One of the main complaints about The Last Jedi is that it’s too different from the rest of the franchise. This has become a bit of a joke about the fanbase, since the main complaint about The Force Awakens is that it’s too similar, but let’s try not to focus on the fans for a bit. I think the reason The Last Jedi is so radically different from the rest of the franchise is because it’s the first Star Wars film with a solid theme: failure. This is seen throughout the entire film — when Poe fails to save the bombers while attacking the dreadnaught; when Luke refuses to teach Rey because of his failure training Ben Solo; when Finn and Rose fail to disable the hyperspace tracker on the First Order fleet; I could go on. Yes, themes are very good in film, but I believe that The Last Jedi kinda relies, or maybe depends on their characters failing all the time.

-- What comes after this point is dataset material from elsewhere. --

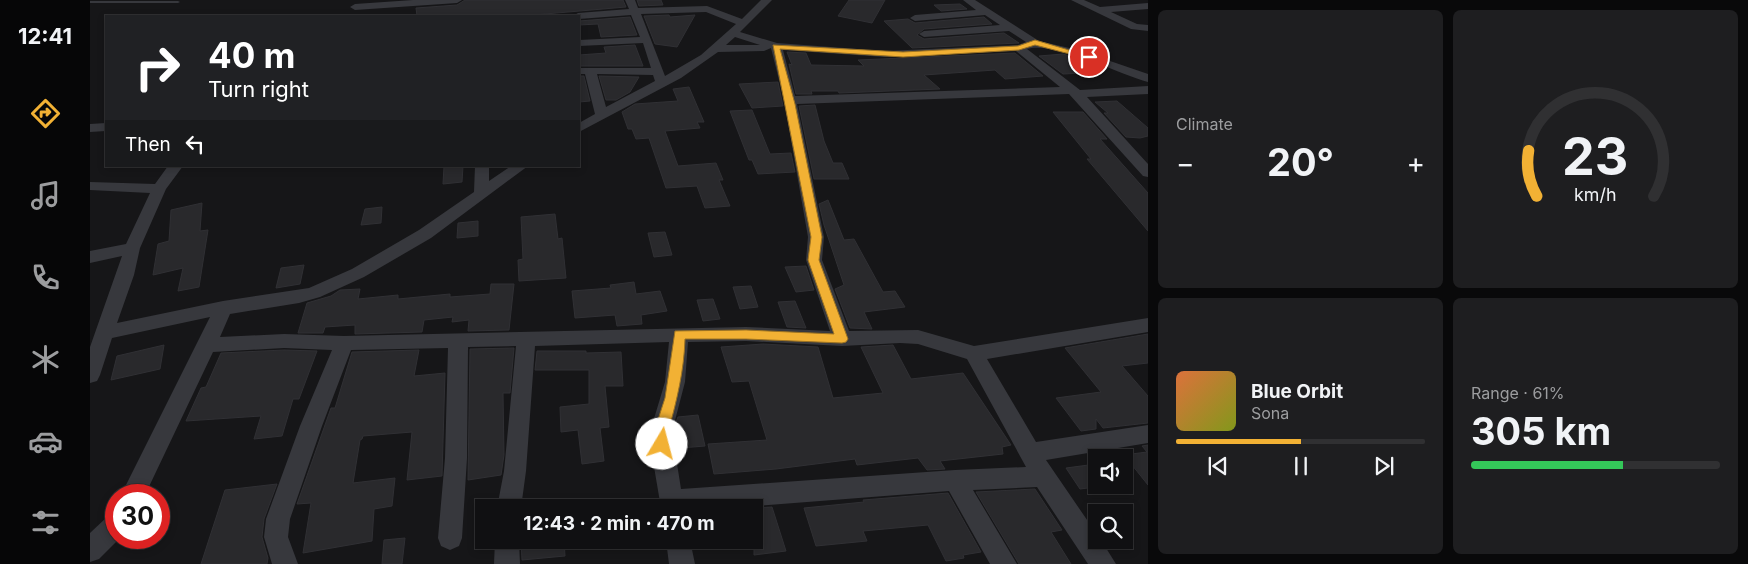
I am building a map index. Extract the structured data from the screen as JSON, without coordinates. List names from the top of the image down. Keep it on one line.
{"page":{"tabs":"12:41","tile":["Climate",["Range · 61%","305 km"]],"turn":["40 m","Turn right"],"then":"Then","heat":["−","20°","+"],"song":["Blue Orbit","Sona"],"limit":"30","trip":"12:43 · 2 min · 470 m","gauge":["23","km/h"]}}
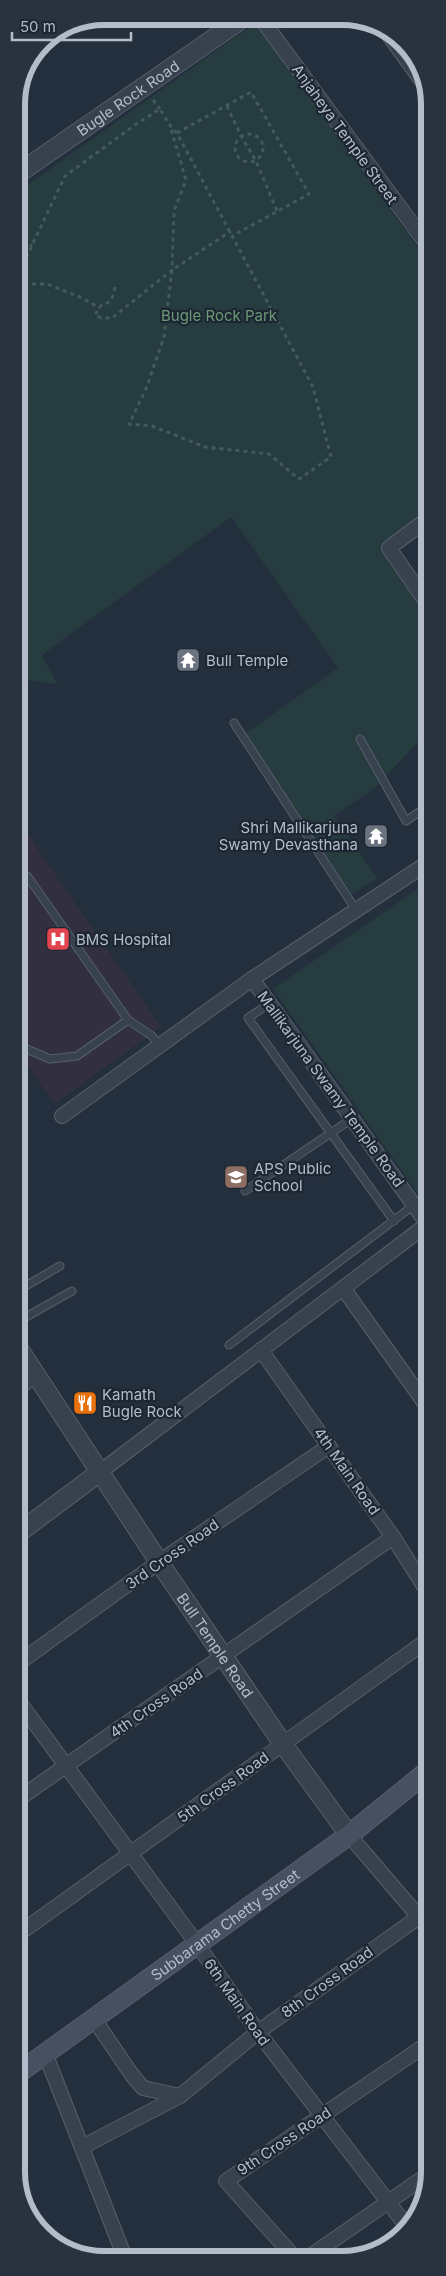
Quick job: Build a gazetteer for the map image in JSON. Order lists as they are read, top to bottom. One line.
{"streets":{"main road":["Subbarama Chetty Street"],"street":["Bugle Rock Road","Anjaheya Temple Street","Mallikarjuna Swamy Temple Road","4th Main Road","3rd Cross Road","Bull Temple Road","4th Cross Road","5th Cross Road","8th Cross Road","6th Main Road","9th Cross Road"]},"crossings":[["4th Main Road","3rd Cross Road"],["4th Main Road","4th Cross Road"],["3rd Cross Road","Bull Temple Road"],["Bull Temple Road","4th Cross Road"],["Bull Temple Road","5th Cross Road"],["Bull Temple Road","Subbarama Chetty Street"],["4th Cross Road","6th Main Road"],["5th Cross Road","6th Main Road"],["Subbarama Chetty Street","6th Main Road"],["8th Cross Road","6th Main Road"],["6th Main Road","9th Cross Road"]],"parks":["Bugle Rock Park"],"places":{"temple":["Bull Temple","Shri Mallikarjuna Swamy Devasthana"],"hospital":["BMS Hospital"],"school or university":["APS Public School"],"restaurant":["Kamath Bugle Rock"]},"scale_bar":"50 m"}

If people don’t like Rose because she has corny dialogue (let’s face it: all Star Wars movies have this), or because her acting isn’t good (sorry Kelly Marie Tran), it’s simply because her writing makes her seem like an idiot. Why does Rose park the Resistance ship on the beach on Canto Bight when she could’ve easily parked in a parking lot. We’re told that it’s a very famous casino, so it should have a proper parking lot. I’d be fine if this was just a throwaway joke, but it directly influences the plot. Why does Rose trust DJ when he’s obviously untrustworthy? He steals a ship, he profits from both sides of the war, and he talks like a literal snake. Anyone could spot that this guy is a traitor.

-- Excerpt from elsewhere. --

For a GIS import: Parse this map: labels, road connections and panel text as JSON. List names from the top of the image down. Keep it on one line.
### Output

Anyway, now let’s talk about Finn, who is one of my least favorite parts about this movie. This is a shame, since he was one of the best parts about The Force Awakens. Episode VIII basically undoes all character development Finn had in the last movie. Finn’s arc in Episode VII was about him learning not to run from his problems and the problems of the galaxy and finally finding something to fight for, which I liked, and I thought was very reminiscent of the original trilogy (here I go with comparisons again). The Last Jedi begins with Finn trying to run away again, and throughout the rest of the movie they basically just repeat his entire arc from the last movie, as if nothing had ever happened. This is because Finn needed to try to run away, so that we could have him fail again.

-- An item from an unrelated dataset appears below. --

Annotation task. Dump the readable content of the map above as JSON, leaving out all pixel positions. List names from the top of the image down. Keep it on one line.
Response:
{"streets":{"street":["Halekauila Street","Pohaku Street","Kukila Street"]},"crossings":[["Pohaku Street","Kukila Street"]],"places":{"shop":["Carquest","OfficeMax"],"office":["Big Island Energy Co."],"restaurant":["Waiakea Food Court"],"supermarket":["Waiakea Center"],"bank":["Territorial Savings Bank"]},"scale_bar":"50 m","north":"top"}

I’d be fine with this if the characters actually learned from their mistakes and failures and grew from them, but that doesn’t happen at all. Kylo fails to beat Rey and is humiliated by Snoke, so he gives up on turning her to the dark side and tries to kill her even harder. Admiral Holdo’s death proves that sacrificing yourself for the cause is a good thing to do, but then Rose and Finn’s story shows that sacrificing yourself isn’t the way to go and that love will always prevail, but then Luke sacrifices himself to save the Resistance in the end anyway.

Also, and I’ve heard this one done to death, but why didn’t Holdo just tell Poe about her plan? That would’ve avoided a lot of conflict for the characters, not to mention an entire mutiny for Holdo. Speaking of, Poe didn’t get any punishment for mutinying or disobeying Leia and Holdo; all he got was a slap on the wrist. I don’t care if the story has to go this way to get to the big, cool setpieces, it’s still bad writing. Inconsistency like this infuriates me. It really just makes the characters seem stupid and impulsive (which is definitely not intended). 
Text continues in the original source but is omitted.